Sartorial tips from the Last Frontier, epicenter for the power- recreationalist

May 2, 2004
Outside Magazine
Outside magazine, September 1997

The Natives Are Restless (But Smartly Dressed)

Sartorial tips from the Last Frontier, epicenter for the power- recreationalist

Clint McCool

Whitewater guide, high school economics and philosophy teacher. Photographed at Chilkoot Charlie's Rustic Saloon, Anchorage.

Ten years of tumbling down rapids will teach you things, among them how best to explore the wilderness. "It's difficult to see Alaska on foot," McCool says. "So rafting is really the best way to see how fantastic it is." Spoken like an owner of a rafting company.
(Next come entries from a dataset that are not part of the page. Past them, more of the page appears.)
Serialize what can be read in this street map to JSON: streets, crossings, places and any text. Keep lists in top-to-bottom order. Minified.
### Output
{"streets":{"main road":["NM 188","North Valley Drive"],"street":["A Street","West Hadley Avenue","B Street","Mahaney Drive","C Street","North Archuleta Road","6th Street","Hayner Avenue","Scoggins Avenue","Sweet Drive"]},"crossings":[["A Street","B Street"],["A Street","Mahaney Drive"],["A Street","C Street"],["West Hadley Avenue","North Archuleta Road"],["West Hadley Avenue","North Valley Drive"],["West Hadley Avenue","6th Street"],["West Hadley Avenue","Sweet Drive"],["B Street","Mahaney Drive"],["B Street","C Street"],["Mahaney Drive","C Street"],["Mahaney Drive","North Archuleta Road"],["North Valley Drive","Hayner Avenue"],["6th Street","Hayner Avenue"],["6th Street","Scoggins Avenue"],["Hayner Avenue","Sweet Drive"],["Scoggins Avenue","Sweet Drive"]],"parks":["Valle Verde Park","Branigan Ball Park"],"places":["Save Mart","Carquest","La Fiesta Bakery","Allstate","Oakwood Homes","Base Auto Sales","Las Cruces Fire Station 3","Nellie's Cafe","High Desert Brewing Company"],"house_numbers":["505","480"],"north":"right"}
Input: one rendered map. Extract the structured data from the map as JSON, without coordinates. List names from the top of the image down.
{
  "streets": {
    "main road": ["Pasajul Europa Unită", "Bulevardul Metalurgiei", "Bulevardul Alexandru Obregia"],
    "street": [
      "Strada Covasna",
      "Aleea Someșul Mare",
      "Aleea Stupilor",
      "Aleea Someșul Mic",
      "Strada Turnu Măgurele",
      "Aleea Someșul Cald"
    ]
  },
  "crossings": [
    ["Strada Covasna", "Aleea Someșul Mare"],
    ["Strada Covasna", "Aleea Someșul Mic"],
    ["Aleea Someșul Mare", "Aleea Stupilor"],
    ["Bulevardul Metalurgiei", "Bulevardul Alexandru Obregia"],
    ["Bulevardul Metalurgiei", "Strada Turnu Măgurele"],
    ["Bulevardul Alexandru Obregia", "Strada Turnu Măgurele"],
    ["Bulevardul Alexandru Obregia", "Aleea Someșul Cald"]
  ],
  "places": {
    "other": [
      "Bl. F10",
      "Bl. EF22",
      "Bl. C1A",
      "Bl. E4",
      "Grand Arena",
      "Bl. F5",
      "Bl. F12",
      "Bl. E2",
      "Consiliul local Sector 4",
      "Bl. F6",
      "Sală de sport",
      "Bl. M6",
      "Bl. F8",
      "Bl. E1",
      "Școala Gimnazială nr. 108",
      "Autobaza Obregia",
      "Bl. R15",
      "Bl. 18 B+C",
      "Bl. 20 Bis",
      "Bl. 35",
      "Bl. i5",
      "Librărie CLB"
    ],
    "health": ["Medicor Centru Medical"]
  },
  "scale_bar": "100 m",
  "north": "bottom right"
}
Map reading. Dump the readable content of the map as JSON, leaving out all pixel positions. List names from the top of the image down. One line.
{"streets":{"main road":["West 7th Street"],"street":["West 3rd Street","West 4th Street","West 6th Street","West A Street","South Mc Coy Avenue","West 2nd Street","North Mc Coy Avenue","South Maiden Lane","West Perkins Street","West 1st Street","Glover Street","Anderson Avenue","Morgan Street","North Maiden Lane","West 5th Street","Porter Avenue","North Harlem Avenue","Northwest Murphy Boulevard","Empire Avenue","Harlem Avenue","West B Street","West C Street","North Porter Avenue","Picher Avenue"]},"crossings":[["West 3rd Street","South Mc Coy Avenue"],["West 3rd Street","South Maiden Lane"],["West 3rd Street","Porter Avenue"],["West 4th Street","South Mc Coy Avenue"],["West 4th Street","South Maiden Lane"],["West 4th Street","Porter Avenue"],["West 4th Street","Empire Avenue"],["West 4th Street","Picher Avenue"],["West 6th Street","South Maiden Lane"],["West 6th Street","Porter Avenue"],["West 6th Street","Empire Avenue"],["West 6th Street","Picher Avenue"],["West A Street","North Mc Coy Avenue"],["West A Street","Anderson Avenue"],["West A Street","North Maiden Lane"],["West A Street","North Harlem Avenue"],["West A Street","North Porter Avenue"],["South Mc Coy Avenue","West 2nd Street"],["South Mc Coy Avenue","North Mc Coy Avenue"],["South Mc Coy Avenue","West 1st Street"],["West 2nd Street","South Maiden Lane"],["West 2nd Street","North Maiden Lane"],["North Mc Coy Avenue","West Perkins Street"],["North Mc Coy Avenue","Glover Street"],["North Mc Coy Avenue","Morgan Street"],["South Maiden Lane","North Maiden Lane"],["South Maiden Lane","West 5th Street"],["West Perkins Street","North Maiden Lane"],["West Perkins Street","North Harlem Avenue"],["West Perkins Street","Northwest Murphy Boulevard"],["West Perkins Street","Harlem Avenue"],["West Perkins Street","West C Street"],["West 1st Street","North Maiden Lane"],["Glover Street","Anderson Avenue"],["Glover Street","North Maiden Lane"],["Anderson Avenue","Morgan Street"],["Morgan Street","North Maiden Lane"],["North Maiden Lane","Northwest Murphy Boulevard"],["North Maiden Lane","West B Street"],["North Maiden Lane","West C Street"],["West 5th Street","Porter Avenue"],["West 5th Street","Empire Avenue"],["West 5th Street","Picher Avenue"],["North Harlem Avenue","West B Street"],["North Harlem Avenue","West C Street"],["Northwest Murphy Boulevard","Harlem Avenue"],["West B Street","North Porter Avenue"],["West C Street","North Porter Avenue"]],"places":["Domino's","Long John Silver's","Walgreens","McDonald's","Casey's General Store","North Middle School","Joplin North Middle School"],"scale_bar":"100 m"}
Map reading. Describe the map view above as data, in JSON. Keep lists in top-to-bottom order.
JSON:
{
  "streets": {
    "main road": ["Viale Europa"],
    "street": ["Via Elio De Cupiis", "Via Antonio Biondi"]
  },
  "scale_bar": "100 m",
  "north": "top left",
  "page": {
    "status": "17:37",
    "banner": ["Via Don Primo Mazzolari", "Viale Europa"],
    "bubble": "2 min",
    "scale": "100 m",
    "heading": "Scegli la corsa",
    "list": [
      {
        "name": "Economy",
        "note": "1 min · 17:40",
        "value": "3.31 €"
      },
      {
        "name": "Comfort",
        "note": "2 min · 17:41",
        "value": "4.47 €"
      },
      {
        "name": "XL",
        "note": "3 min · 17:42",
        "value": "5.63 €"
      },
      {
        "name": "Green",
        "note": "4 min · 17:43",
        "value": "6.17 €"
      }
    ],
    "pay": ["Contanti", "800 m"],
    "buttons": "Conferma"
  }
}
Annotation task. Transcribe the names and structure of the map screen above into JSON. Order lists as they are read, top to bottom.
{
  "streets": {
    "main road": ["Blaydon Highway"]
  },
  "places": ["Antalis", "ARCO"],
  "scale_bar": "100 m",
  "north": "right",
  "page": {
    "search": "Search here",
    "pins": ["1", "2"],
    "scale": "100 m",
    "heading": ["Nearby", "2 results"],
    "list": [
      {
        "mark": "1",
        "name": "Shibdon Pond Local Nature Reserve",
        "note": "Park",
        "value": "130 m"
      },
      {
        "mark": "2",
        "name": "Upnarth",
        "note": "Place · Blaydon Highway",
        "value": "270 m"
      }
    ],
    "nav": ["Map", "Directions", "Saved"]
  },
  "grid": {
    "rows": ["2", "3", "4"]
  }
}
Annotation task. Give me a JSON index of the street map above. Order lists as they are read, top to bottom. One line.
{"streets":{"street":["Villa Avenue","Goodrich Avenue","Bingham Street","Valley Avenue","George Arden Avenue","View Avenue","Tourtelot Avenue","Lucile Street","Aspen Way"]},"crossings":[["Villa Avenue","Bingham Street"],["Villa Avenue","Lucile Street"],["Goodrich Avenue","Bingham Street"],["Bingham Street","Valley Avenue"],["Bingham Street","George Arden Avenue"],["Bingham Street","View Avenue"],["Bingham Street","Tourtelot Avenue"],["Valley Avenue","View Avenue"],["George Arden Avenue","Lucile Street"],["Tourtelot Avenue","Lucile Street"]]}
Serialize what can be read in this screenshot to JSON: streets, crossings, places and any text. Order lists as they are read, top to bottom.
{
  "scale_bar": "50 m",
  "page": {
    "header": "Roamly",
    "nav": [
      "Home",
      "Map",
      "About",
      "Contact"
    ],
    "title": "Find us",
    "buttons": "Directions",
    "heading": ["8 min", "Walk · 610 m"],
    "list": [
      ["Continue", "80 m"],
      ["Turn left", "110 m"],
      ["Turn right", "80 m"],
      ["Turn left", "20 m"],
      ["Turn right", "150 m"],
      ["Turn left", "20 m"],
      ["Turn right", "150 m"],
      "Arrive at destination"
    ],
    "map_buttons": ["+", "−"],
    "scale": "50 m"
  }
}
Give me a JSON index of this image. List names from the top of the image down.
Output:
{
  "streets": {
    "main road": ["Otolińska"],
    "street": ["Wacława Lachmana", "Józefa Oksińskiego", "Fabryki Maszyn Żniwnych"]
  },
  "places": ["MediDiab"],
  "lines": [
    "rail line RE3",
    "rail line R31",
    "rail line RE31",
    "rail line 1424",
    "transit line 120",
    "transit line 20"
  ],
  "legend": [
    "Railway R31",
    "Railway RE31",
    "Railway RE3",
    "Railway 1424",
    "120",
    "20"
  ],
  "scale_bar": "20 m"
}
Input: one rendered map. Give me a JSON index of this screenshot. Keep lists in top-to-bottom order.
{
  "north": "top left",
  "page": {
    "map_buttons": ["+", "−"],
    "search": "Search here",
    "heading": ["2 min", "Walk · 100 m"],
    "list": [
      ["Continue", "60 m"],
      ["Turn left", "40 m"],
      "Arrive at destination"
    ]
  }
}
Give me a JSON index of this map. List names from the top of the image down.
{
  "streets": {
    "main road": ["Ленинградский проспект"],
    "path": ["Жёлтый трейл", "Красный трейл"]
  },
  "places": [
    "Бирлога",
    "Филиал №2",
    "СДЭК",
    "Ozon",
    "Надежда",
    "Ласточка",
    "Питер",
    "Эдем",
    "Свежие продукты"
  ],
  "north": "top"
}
Still, McCool would likely slap down some praisology even if he weren't economically wedded to rivers or even to the Alaskan outback, about which he can philosophize mightily. "When you live up here you have to know how to do everything, from how to handle animals to how to deal with insects," says McCool. "We're so far removed, it requires a very resourceful attitude." Ribbed cotton zip-neck sweater, $135, white
cotton T-shirt, $25, synthetic suede pants, $145, and black rubber lace-up boots, $195, all Polo Sport by Ralph Lauren; watch, $85, by Gul.

Erika Bernhardt

Bush pilot, ski and snowboard instructor. Shown at Rust's Flying Service Dock, Lake Hood, Anchorage.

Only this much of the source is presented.